* _Task to carry out_
Each line in the entries below that holds the string "image" is to be listed.

* _Data to examine_
────────────────────────────────────────

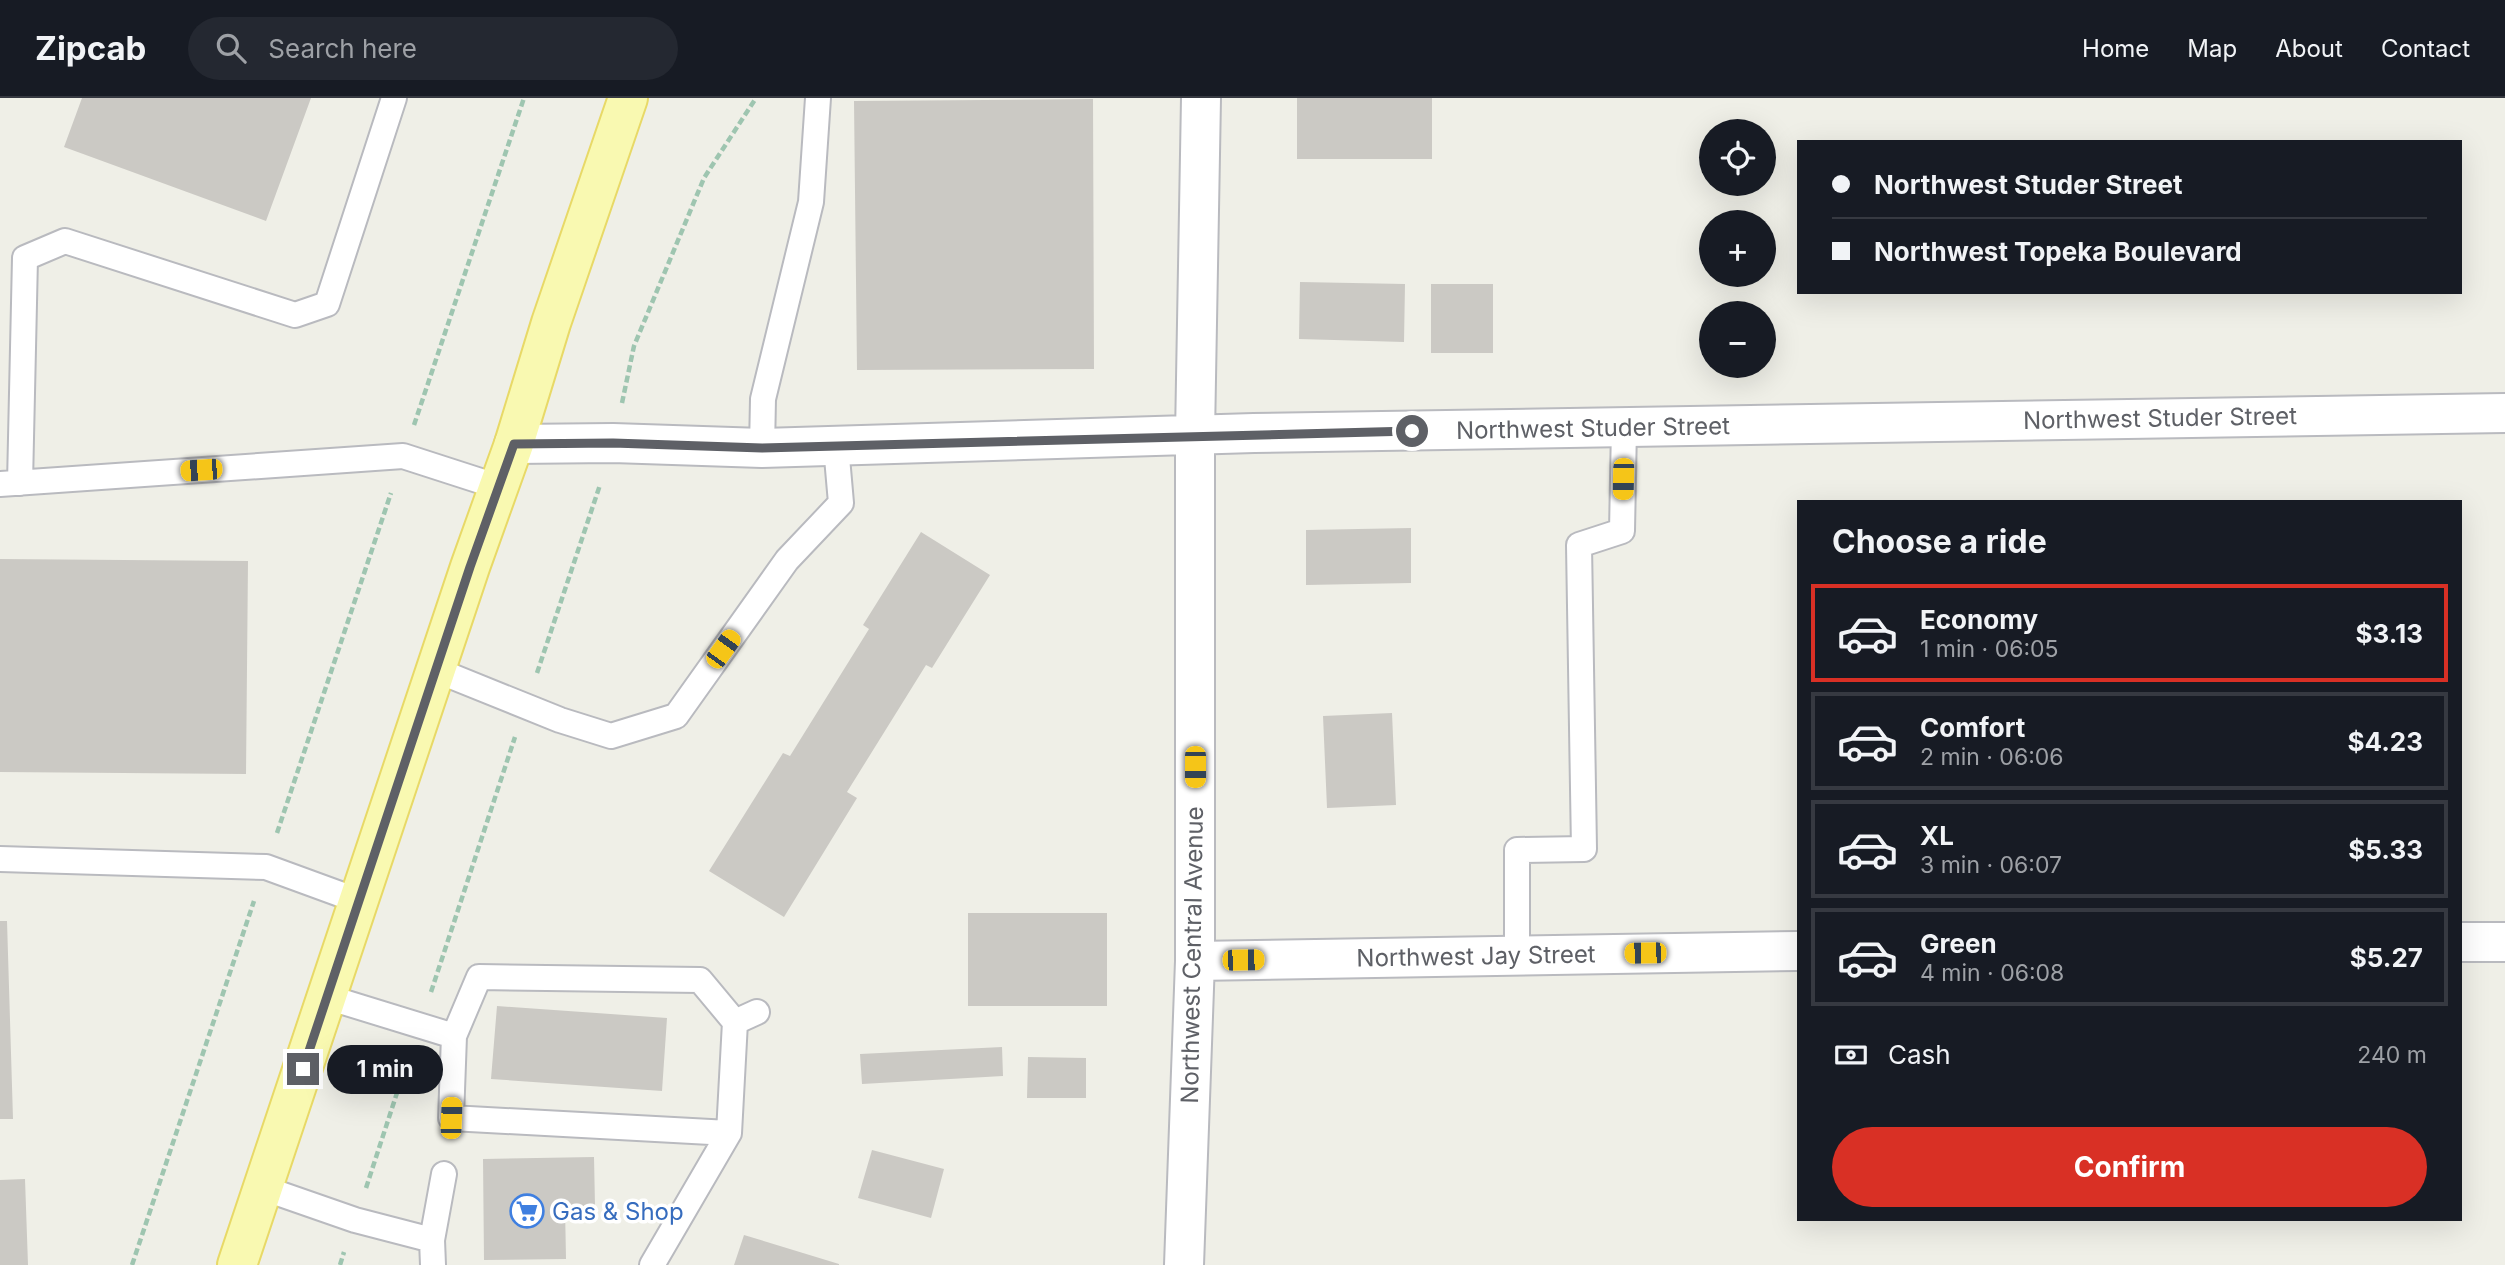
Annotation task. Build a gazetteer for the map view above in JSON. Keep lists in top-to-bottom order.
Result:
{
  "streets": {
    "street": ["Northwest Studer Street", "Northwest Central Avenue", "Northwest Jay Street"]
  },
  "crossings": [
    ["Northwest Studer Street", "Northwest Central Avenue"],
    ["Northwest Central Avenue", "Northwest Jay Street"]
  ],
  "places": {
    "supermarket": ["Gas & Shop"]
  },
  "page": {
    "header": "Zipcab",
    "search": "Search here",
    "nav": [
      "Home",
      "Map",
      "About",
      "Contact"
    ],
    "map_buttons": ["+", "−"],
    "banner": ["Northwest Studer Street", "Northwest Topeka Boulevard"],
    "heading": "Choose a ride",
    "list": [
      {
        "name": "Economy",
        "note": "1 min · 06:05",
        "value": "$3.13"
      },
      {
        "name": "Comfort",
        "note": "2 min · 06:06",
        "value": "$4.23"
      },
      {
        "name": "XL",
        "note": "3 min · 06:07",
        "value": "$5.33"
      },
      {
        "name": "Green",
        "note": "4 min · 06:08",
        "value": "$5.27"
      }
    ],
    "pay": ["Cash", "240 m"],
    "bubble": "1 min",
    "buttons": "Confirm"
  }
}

────────────────────────────────────────

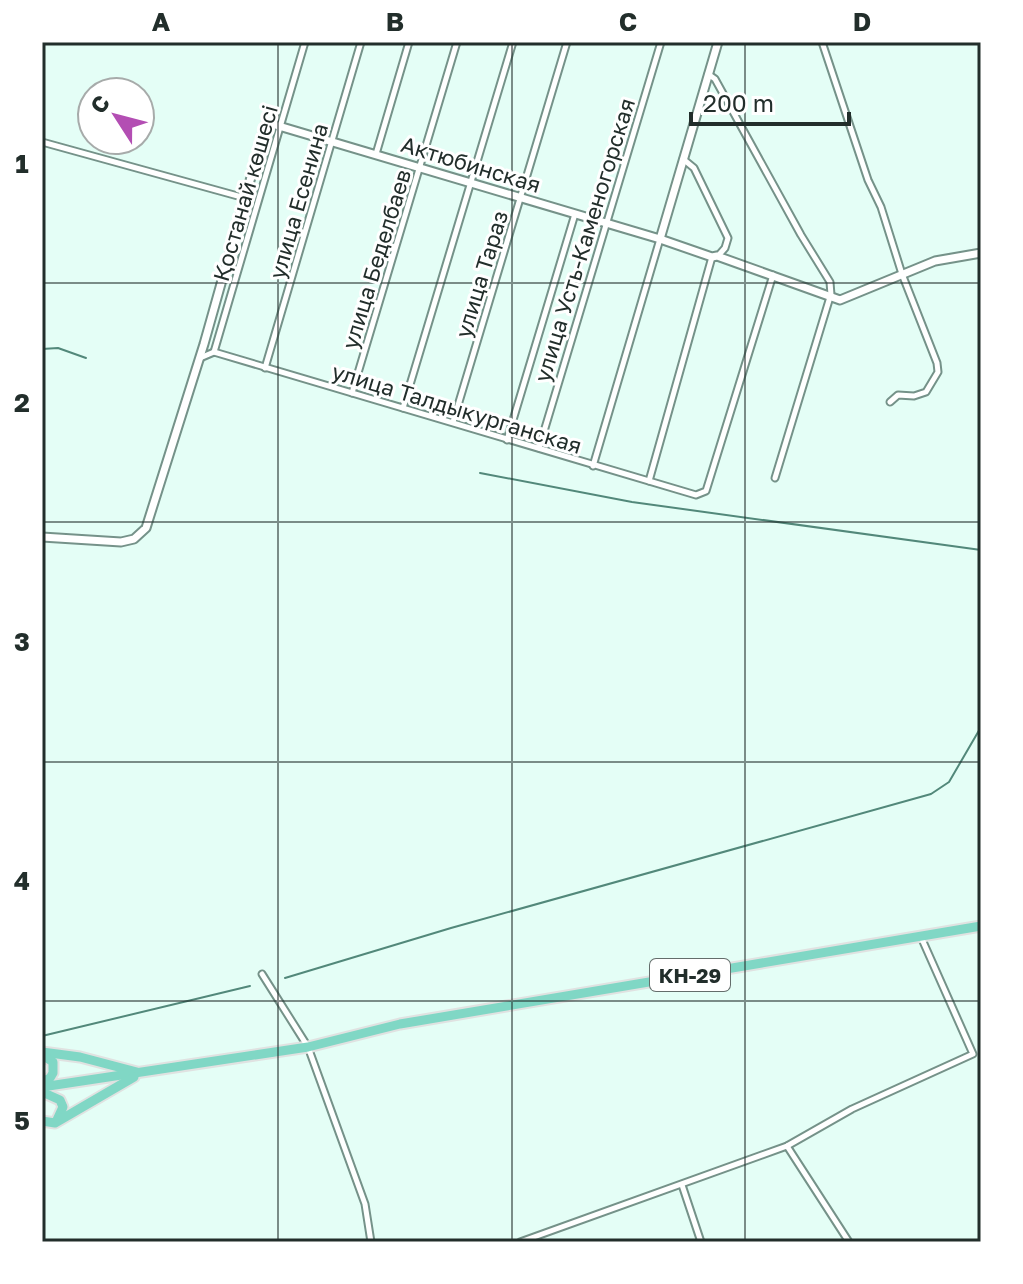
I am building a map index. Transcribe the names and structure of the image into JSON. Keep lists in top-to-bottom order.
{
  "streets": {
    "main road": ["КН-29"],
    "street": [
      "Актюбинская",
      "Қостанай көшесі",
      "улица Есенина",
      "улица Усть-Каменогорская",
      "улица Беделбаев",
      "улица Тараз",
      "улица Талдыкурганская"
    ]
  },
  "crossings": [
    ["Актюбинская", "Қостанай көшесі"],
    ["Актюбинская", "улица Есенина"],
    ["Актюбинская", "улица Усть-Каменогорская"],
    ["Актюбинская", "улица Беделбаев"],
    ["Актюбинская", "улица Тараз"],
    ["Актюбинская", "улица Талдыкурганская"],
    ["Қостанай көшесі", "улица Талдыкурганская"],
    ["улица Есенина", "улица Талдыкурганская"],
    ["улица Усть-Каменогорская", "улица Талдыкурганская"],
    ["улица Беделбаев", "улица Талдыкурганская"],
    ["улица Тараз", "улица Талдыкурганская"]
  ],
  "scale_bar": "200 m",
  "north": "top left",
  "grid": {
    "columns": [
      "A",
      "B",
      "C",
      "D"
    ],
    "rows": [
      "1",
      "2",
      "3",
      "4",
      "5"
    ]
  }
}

────────────────────────────────────────

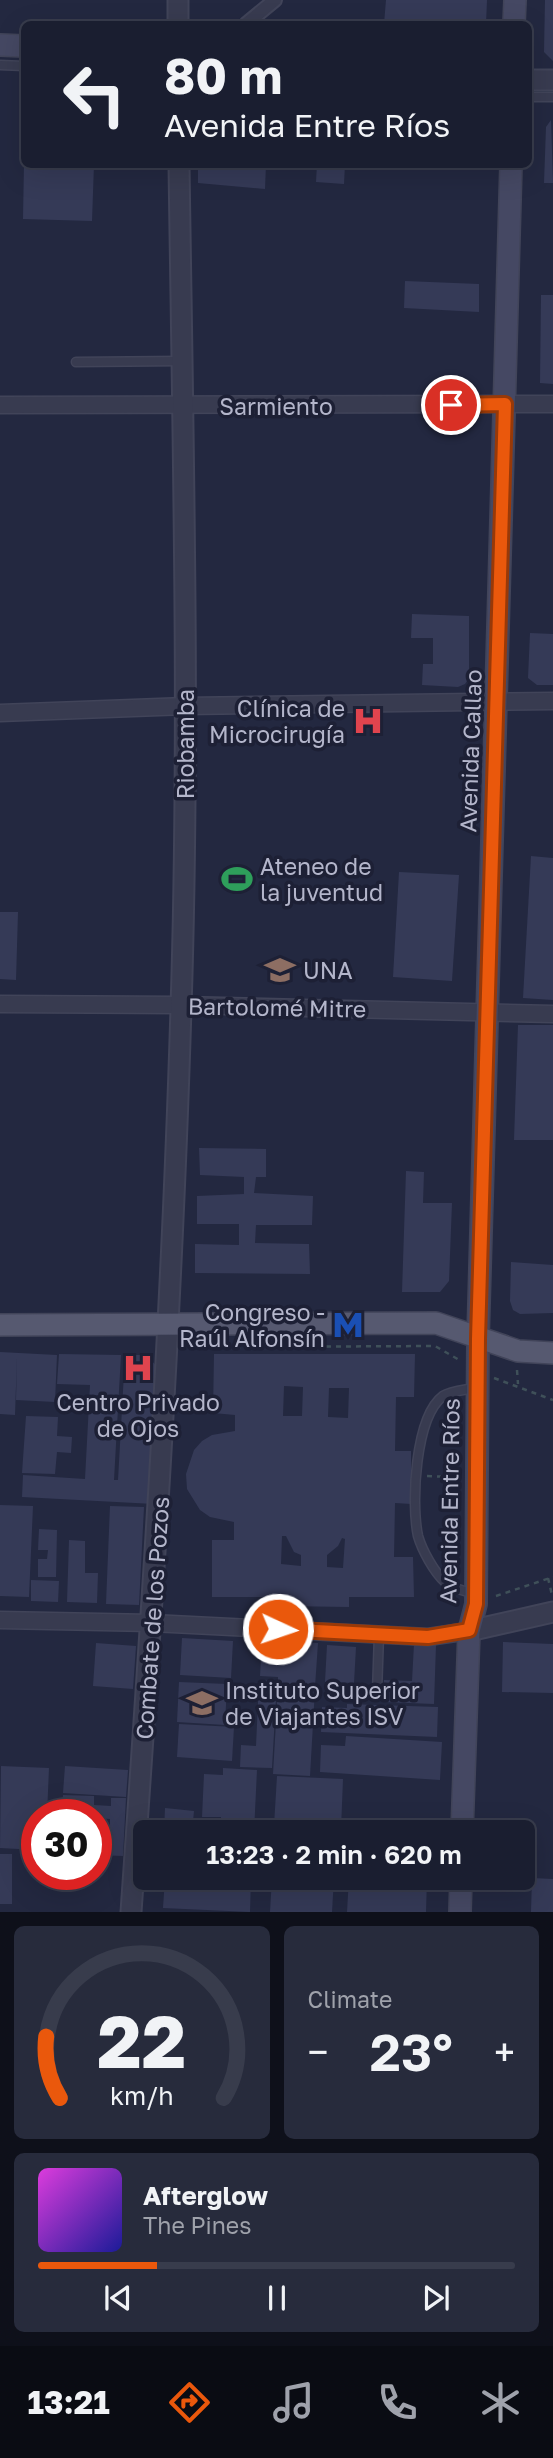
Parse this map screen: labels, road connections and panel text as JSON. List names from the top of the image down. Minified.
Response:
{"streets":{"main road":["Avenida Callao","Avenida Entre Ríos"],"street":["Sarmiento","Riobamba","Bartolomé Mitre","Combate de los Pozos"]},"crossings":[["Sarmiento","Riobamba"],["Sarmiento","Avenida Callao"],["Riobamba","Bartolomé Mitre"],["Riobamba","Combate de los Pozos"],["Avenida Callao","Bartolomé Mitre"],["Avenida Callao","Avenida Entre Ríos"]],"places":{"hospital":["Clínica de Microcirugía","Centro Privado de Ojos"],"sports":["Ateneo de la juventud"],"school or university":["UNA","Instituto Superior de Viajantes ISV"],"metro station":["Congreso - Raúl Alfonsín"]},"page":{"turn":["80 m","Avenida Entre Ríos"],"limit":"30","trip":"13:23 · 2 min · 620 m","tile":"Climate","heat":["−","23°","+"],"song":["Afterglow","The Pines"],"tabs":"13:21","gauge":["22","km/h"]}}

────────────────────────────────────────

* _Output below_
I am building a map index. Transcribe the names and structure of the image into JSON. Keep lists in top-to-bottom order.
Parse this map screen: labels, road connections and panel text as JSON. List names from the top of the image down. Minified.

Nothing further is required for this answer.